In the lines below, the string "bounding" may appear; say how many lines hold it and give nothing more.

◆ **Data to use**:

* * * *

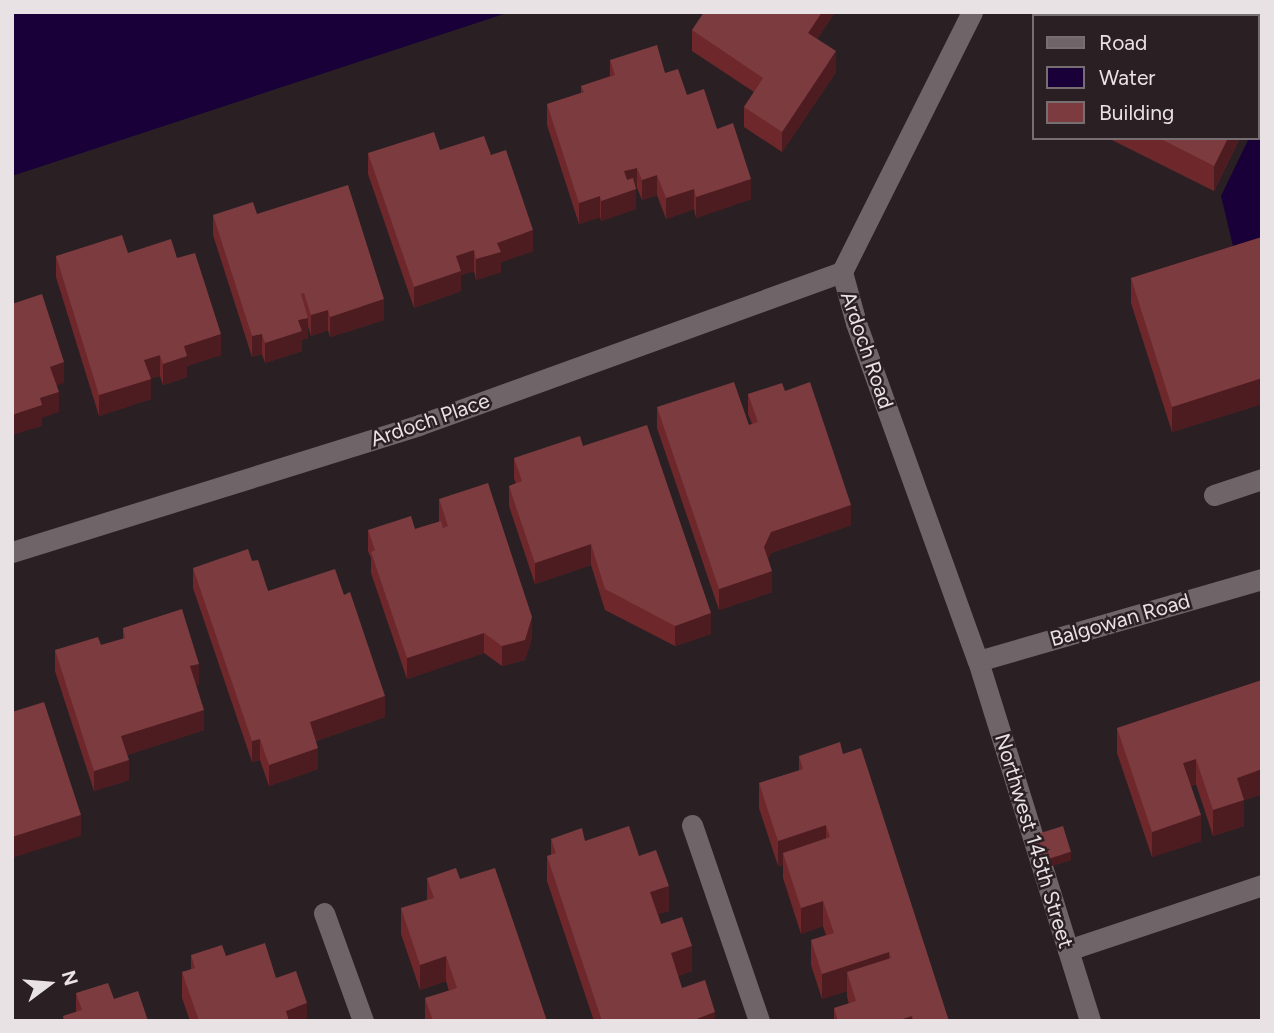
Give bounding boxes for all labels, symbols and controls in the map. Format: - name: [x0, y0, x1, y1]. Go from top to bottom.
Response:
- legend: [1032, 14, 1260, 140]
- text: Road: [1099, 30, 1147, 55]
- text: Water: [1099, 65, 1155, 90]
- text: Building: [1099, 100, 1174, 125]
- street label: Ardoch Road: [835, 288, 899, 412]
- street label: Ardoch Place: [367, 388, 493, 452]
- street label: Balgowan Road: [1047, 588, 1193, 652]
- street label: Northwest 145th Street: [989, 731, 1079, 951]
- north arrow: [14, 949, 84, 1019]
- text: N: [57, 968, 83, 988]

* * * *

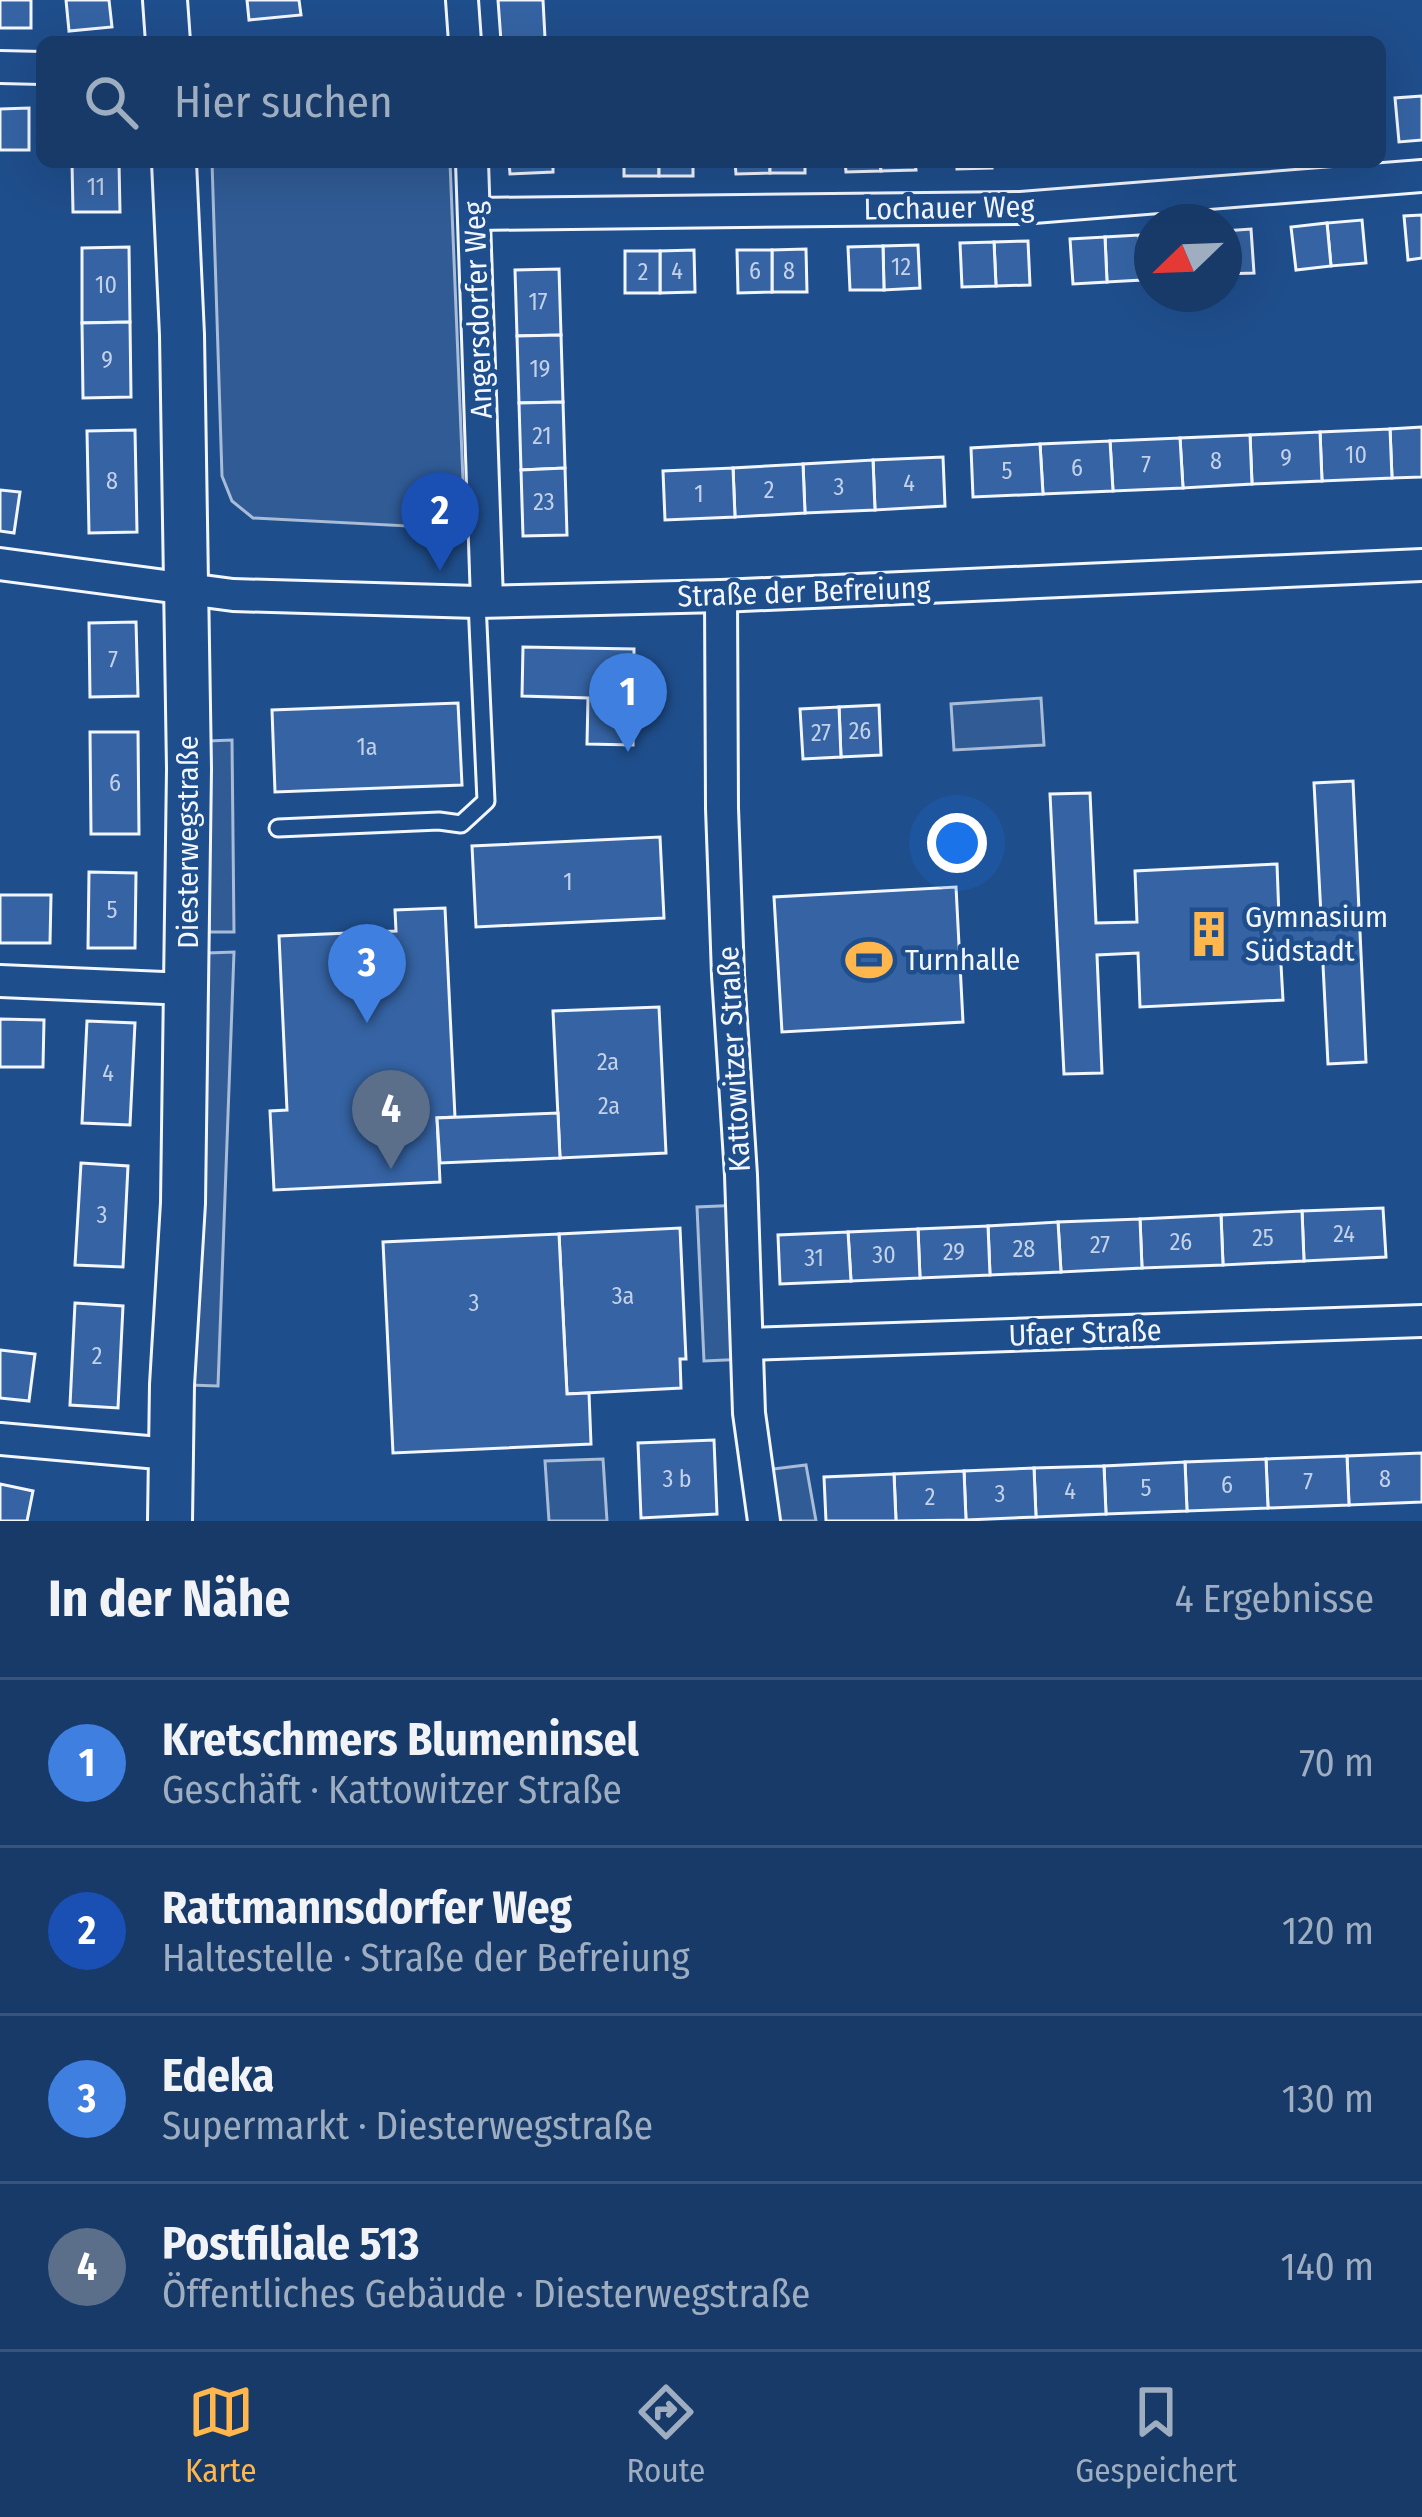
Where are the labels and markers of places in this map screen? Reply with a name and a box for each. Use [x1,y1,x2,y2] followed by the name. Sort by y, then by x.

* * * *

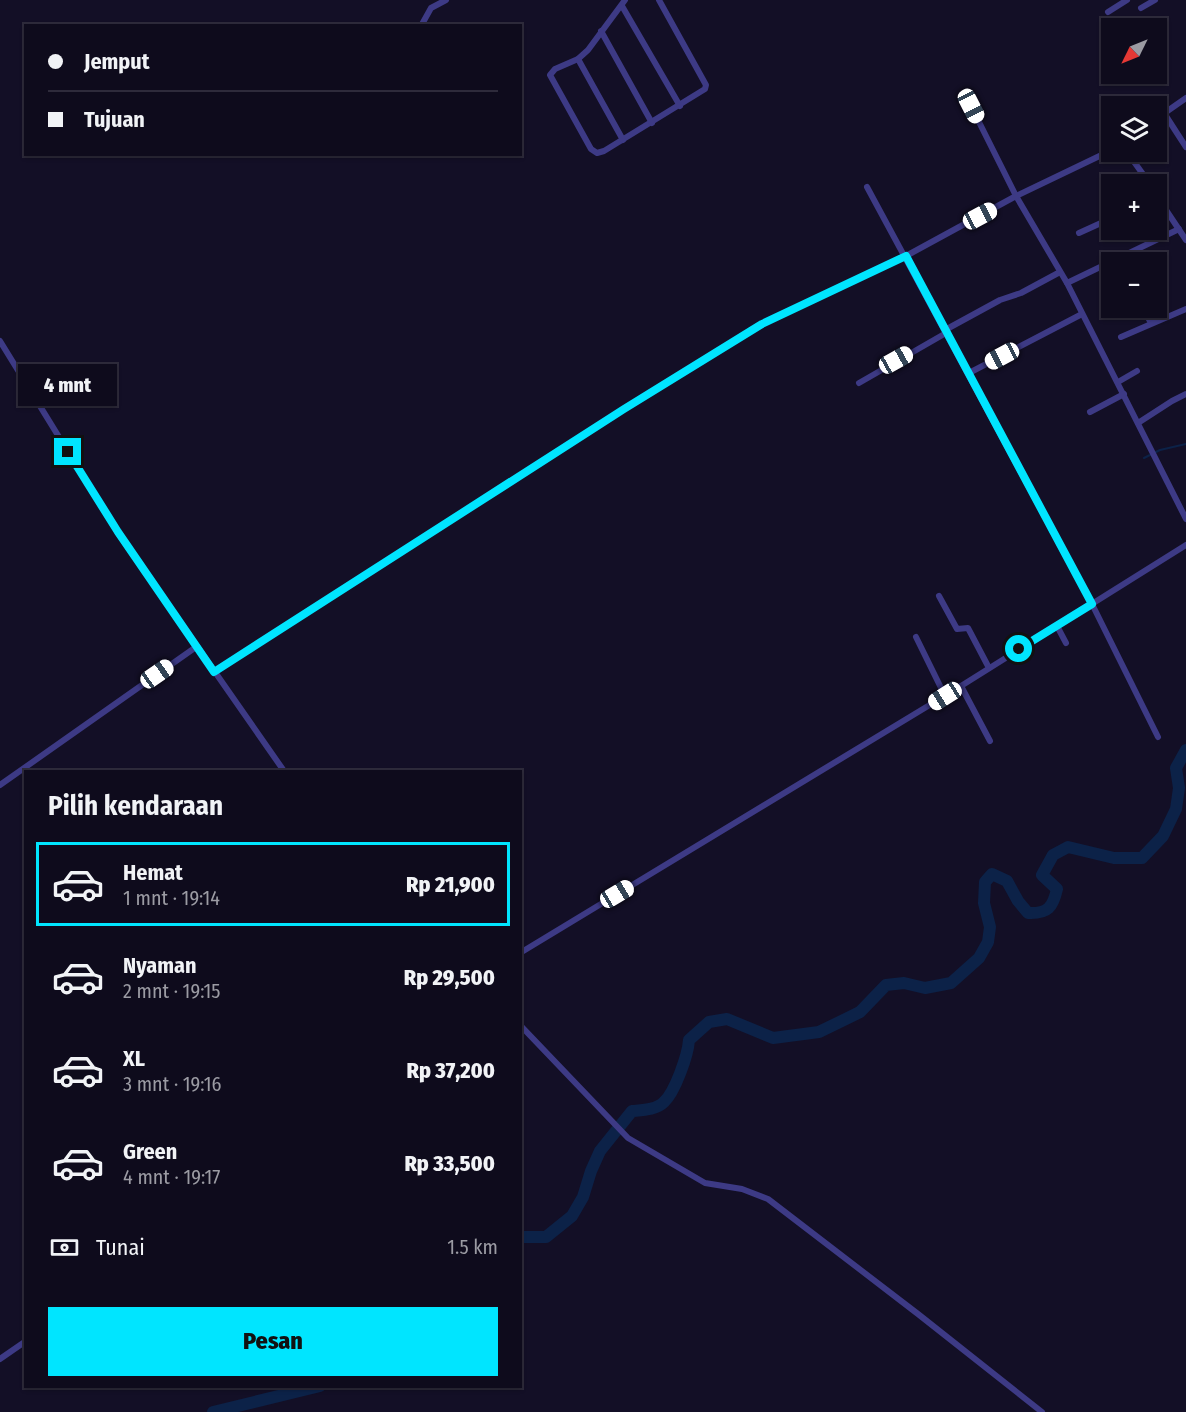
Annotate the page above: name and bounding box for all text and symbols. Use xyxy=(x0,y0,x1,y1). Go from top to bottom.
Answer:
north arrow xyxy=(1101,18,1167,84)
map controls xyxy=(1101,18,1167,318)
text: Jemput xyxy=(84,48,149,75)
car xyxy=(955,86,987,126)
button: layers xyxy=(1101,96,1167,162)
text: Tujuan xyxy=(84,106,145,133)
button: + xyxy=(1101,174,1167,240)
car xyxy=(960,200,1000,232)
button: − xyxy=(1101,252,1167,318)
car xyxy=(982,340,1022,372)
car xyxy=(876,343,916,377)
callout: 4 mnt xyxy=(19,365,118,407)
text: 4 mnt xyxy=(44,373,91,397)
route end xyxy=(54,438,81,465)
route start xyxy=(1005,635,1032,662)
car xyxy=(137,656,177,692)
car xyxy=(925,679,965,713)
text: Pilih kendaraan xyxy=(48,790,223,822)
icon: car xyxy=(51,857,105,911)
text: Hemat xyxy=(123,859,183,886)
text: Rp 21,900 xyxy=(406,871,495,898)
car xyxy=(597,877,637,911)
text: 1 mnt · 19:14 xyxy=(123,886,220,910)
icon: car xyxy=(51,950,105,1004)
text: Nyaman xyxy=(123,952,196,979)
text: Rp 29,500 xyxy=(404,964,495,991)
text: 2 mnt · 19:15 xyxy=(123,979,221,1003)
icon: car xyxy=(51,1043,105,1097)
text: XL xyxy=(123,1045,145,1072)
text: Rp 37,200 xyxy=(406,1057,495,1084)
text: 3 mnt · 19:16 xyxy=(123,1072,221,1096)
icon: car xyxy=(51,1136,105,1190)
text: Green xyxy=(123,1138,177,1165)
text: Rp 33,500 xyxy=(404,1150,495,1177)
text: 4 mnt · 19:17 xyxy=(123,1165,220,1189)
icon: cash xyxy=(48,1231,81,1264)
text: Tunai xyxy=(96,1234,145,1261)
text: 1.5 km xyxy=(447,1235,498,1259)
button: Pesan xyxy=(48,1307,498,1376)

* * * *

◆ **Answer to this task**: 2